_Exercise objective_: The answer must consist of each line below that contains the word "place", copied in full.

_Task input_:
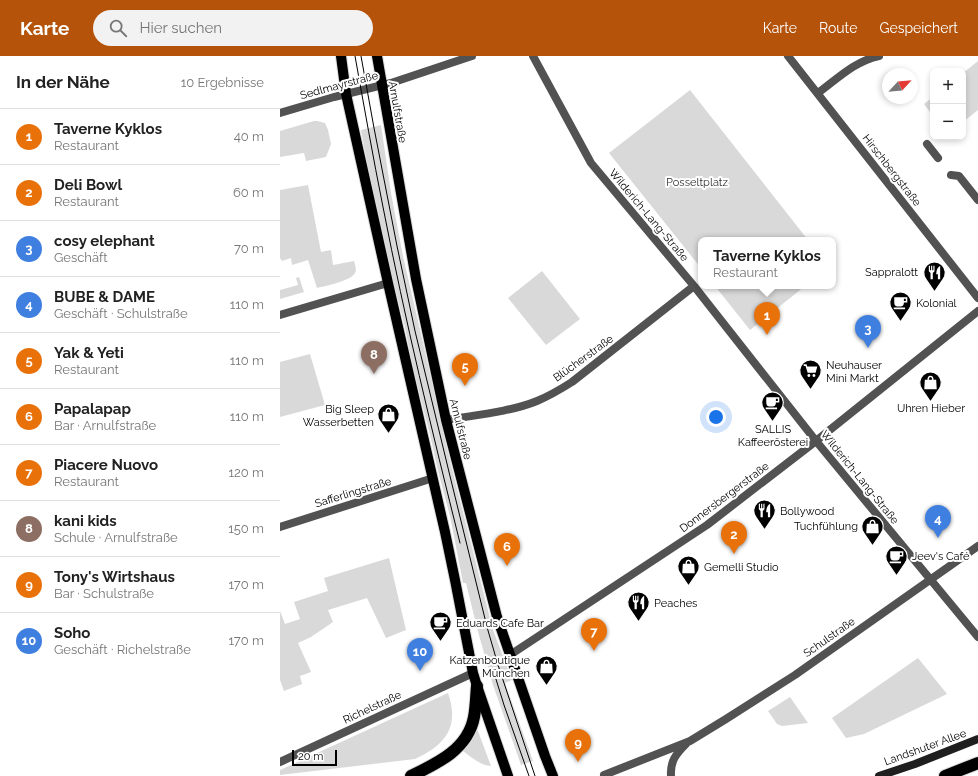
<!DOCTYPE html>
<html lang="de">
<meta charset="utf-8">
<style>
body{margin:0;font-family:Raleway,sans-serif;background:#f2f2f2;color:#222}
.controls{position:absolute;right:12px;top:12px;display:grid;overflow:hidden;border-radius:8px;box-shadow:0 2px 6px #0003}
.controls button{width:36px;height:36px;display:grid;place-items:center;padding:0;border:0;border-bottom:1px solid #e0e0e0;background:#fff;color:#222;font:20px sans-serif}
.compass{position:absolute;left:602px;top:12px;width:36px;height:36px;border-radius:50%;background:#fff;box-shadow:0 2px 6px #0003;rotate:64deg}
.scale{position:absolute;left:12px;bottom:10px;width:45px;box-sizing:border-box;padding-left:4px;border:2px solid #000;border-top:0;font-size:11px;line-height:14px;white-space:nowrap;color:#000;-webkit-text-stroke:3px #fff;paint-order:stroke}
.you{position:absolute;left:436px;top:361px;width:14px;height:14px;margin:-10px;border:3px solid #fff;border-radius:50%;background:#1a73e8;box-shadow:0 0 0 6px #1a73e833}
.badge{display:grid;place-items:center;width:26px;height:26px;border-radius:50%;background:#b45309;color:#fff;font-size:13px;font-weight:700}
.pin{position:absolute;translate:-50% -33px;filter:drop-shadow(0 1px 2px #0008)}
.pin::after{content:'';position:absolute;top:21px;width:14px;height:12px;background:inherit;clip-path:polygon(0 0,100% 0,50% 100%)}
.popup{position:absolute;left:418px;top:181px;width:138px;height:52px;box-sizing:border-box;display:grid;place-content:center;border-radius:8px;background:#fff;filter:drop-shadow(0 1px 3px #0005);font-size:13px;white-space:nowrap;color:#767676}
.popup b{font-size:15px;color:#222}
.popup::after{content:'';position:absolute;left:50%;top:100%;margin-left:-8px;border:8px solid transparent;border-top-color:#fff}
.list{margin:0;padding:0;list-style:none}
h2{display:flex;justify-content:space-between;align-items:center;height:52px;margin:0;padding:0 16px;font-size:17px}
h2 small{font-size:13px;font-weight:400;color:#767676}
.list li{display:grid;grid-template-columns:26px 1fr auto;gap:12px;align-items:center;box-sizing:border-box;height:56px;padding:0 16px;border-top:1px solid #e0e0e0}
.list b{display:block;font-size:15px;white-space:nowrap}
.list p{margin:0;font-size:13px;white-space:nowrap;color:#767676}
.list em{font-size:13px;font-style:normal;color:#767676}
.icon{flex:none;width:22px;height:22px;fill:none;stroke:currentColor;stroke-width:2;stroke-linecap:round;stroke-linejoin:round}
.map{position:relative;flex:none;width:698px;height:720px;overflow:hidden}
header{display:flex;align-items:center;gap:24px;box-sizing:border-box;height:56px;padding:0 20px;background:#b45309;color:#fff}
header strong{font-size:19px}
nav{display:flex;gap:22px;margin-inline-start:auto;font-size:14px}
.search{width:280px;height:36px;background:#f2f2f2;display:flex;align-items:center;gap:10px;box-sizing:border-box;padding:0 14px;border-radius:22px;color:#767676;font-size:15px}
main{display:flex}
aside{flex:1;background:#fff}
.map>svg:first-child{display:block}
.green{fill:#d9d9d9}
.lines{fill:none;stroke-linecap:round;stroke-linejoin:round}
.primary-casing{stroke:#dbdbdb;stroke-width:12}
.highway-casing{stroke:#dbdbdb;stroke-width:14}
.lane{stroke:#525252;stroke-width:8}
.street{stroke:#525252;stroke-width:8}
.secondary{stroke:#1f1f1f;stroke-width:8}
.primary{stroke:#000;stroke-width:10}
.highway{stroke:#000;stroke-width:12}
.tram{stroke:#000;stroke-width:1}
.labels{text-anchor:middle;stroke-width:4;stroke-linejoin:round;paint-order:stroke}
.street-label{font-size:11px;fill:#000;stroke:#fff}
.park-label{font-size:11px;fill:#303030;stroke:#fff}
.poi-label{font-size:11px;fill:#000;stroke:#fff;text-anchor:start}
</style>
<header>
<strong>Karte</strong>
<div class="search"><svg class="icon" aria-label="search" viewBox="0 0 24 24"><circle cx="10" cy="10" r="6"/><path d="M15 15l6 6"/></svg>Hier suchen</div>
<nav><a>Karte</a><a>Route</a><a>Gespeichert</a></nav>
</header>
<main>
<aside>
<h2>In der Nähe<small>10 Ergebnisse</small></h2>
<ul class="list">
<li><span class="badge" style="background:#e8710a">1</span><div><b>Taverne Kyklos</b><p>Restaurant</p></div><em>40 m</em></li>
<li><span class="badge" style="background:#e8710a">2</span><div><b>Deli Bowl</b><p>Restaurant</p></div><em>60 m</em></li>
<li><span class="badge" style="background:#3f7fe0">3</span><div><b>cosy elephant</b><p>Geschäft</p></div><em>70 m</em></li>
<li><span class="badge" style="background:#3f7fe0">4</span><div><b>BUBE &amp; DAME</b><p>Geschäft · Schulstraße</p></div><em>110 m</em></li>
<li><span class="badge" style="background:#e8710a">5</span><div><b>Yak &amp; Yeti</b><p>Restaurant</p></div><em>110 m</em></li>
<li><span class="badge" style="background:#e8710a">6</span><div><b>Papalapap</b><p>Bar · Arnulfstraße</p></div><em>110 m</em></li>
<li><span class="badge" style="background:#e8710a">7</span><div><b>Piacere Nuovo</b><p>Restaurant</p></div><em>120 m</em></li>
<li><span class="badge" style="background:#8d6e63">8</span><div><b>kani kids</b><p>Schule · Arnulfstraße</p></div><em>150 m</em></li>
<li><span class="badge" style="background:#e8710a">9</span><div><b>Tony's Wirtshaus</b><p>Bar · Schulstraße</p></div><em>170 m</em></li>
<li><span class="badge" style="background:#3f7fe0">10</span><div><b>Soho</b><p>Geschäft · Richelstraße</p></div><em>170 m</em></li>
</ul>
</aside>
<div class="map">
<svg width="698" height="720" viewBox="0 0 698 720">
<rect width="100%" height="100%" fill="#fff"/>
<path class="green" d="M698,5v49l-15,12v-49z
M410,34l118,150h-107v28l-92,-115z
M653,41v19l-9,-12z
M34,65h3l8,2 3,7 3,14 -5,13 -20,4 -2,-8 -24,4v-26z
M101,69l10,68 12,63 48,209 42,165 19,50 -7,3 28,78 -12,4 -28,-80 -16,-57 -11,-45h-3l-13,-67 -11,-41 -9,-40 -18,-71 -7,-37 -11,-42 -23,-100 -10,-55z
M28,129l13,67 10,-2 2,15 21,-4c1,4 3,9 1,12 -4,8 -30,13 -38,15l-9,-28 -16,5 -1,-7 -9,3 -1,-2h-1v-69z
M262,215l38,48 -34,26 -38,-47z
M19,221l5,15 -24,7v-9l18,-5 -2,-7z
M435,230h90l-55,44z
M30,298l15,51 -45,12v-55z
M109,502l17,72 -20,8 -19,-40 -39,12 5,12 -22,15 -13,6 13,29 -11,4 2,8 -18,7 -4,-11v-69l5,13 15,-5 -6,-17 34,-11 -4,-13z
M638,602l29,36 -83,40 -18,4 -14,-20z
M168,637c12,34 -3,52 -33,66l-135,16v-5z
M510,641l18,26 -26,3 -5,-2 -9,-13z
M197,674l1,1 13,35c-11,-1 -19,-8 -28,-15l7,-9 5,-11z"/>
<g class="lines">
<defs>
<path id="primary" d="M61,0l5,38 42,189 57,249 10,48 18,93 4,13 31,90
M97,0l39,223 30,141 51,197 48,139 8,20"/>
<path id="highway" d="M131,720c27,-13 57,-27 63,-59 2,-10 2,-21 3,-31
M665,720l33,-13"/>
</defs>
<use href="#primary" class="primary-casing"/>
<use href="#highway" class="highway-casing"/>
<path class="lane" d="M647,88l11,14
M671,119l8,1 19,24"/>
<path class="street" d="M253,0l58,107 103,123 122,155 162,196
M508,0l190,242
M538,37c19,-14 37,-32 61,-37
M0,57l54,-16 57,-14 81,-27
M0,259l108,-32
M166,364c29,-5 64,-8 91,-19 12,-5 24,-12 35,-19l122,-96
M0,471l153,-49
M230,599l197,-130 109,-84 162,-130
M0,706l193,-89
M324,719l86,-34 36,-22 69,-44 183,-129
M391,720c-1,-15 5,-22 15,-32"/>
<path class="secondary" d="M599,720l36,-12 63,-25"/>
<use href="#primary" class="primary"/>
<use href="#highway" class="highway"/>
<path class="tram" d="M75,0c9,50 18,101 28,151 22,113 49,224 77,336
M81,0l13,72 23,118 18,85 34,141 38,155 11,38 37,111
M215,620l9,29 25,71"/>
</g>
<defs>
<symbol id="restaurant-pin" viewBox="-11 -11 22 30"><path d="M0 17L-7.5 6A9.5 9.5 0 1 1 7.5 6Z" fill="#000" stroke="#fff"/><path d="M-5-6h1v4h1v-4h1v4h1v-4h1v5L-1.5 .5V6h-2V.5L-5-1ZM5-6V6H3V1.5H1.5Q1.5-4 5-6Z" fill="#fff"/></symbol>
<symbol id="cafe-pin" viewBox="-11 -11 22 30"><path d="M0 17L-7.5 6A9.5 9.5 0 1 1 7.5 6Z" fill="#000" stroke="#fff"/><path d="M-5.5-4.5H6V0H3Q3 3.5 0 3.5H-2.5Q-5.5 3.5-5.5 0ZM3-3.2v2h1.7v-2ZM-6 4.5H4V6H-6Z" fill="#fff"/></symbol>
<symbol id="supermarket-pin" viewBox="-11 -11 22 30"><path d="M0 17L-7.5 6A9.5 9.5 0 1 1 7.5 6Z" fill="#000" stroke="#fff"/><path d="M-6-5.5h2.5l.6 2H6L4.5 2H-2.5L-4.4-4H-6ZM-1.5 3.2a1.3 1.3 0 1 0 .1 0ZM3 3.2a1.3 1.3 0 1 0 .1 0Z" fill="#fff"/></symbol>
<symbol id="shop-pin" viewBox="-11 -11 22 30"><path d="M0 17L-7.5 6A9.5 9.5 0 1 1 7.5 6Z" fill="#000" stroke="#fff"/><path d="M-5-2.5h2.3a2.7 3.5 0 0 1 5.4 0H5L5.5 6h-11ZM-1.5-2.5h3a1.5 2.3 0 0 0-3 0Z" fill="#fff"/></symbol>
</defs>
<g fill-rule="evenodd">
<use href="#restaurant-pin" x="642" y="204" width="25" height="34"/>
<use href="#cafe-pin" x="608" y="234" width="25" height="34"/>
<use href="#supermarket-pin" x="518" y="302" width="25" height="34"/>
<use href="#shop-pin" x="638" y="314" width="25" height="34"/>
<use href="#cafe-pin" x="480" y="334" width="25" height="34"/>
<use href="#shop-pin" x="96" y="346" width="25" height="34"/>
<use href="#restaurant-pin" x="472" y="442" width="25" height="34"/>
<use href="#shop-pin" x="580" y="458" width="25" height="34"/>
<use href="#cafe-pin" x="604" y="488" width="25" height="34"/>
<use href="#shop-pin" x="396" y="498" width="25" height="34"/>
<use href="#restaurant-pin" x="346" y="534" width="25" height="34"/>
<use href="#cafe-pin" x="148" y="554" width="25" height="34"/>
<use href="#shop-pin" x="254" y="598" width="25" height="34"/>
</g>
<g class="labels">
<g class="street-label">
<text transform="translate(59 29) rotate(-15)" y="4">Sedlmayrstraße</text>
<text transform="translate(118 56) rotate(80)" y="4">Arnulfstraße</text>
<text transform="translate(612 114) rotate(52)" y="4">Hirschbergstraße</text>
<text transform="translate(369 159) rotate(50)" y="4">Wilderich-Lang-Straße</text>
<text transform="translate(303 302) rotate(-36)" y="4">Blücherstraße</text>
<text transform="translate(181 373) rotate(76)" y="4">Arnulfstraße</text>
<text transform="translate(580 421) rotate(51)" y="4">Wilderich-Lang-Straße</text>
<text transform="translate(73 436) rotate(-17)" y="4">Safferlingstraße</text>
<text transform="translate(444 441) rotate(-37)" y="4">Donnersbergerstraße</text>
<text transform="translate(549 581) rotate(-35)" y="4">Schulstraße</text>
<text transform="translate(92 651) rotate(-25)" y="4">Richelstraße</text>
<text transform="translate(645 691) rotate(-20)" y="4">Landshuter Allee</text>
</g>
<g class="park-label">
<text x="417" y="130">Posseltplatz</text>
</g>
<g class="poi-label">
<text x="638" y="220" text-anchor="end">Sappralott</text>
<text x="636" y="251">Kolonial</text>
<text x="546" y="313">Neuhauser<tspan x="546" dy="13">Mini Markt</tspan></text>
<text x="651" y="356" text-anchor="middle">Uhren Hieber</text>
<text x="94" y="357" text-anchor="end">Big Sleep<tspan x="94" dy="13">Wasserbetten</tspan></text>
<text x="493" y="377" text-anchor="middle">SALLIS<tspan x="493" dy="13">Kaffeerösterei</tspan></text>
<text x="500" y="459">Bollywood</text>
<text x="578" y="474" text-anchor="end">Tuchfühlung</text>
<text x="632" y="504">Jeev's Café</text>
<text x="424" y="515">Gemelli Studio</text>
<text x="374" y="551">Peaches</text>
<text x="176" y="571">Eduards Cafe Bar</text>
<text x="250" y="608" text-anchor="end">Katzenboutique<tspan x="250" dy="13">München</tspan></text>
</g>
</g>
</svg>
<div class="controls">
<button>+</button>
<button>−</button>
</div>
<svg class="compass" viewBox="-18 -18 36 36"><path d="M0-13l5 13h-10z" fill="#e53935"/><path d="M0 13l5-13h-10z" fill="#767676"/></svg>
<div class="scale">20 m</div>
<div class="you"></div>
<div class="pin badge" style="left:487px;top:279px;background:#e8710a">1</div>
<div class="popup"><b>Taverne Kyklos</b>Restaurant</div>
<div class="pin badge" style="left:454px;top:498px;background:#e8710a">2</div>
<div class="pin badge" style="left:588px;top:292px;background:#3f7fe0">3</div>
<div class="pin badge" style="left:658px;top:482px;background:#3f7fe0">4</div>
<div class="pin badge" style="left:185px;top:330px;background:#e8710a">5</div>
<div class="pin badge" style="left:227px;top:510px;background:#e8710a">6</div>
<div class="pin badge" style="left:314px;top:595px;background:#e8710a">7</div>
<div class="pin badge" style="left:94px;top:318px;background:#8d6e63">8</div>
<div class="pin badge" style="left:298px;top:706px;background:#e8710a">9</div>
<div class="pin badge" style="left:140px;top:615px;background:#3f7fe0">10</div>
</div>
</main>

_Solved problem_:
.controls button{width:36px;height:36px;display:grid;place-items:center;padding:0;border:0;border-bottom:1px solid #e0e0e0;background:#fff;color:#222;font:20px sans-serif}
.badge{display:grid;place-items:center;width:26px;height:26px;border-radius:50%;background:#b45309;color:#fff;font-size:13px;font-weight:700}
.popup{position:absolute;left:418px;top:181px;width:138px;height:52px;box-sizing:border-box;display:grid;place-content:center;border-radius:8px;background:#fff;filter:drop-shadow(0 1px 3px #0005);font-size:13px;white-space:nowrap;color:#767676}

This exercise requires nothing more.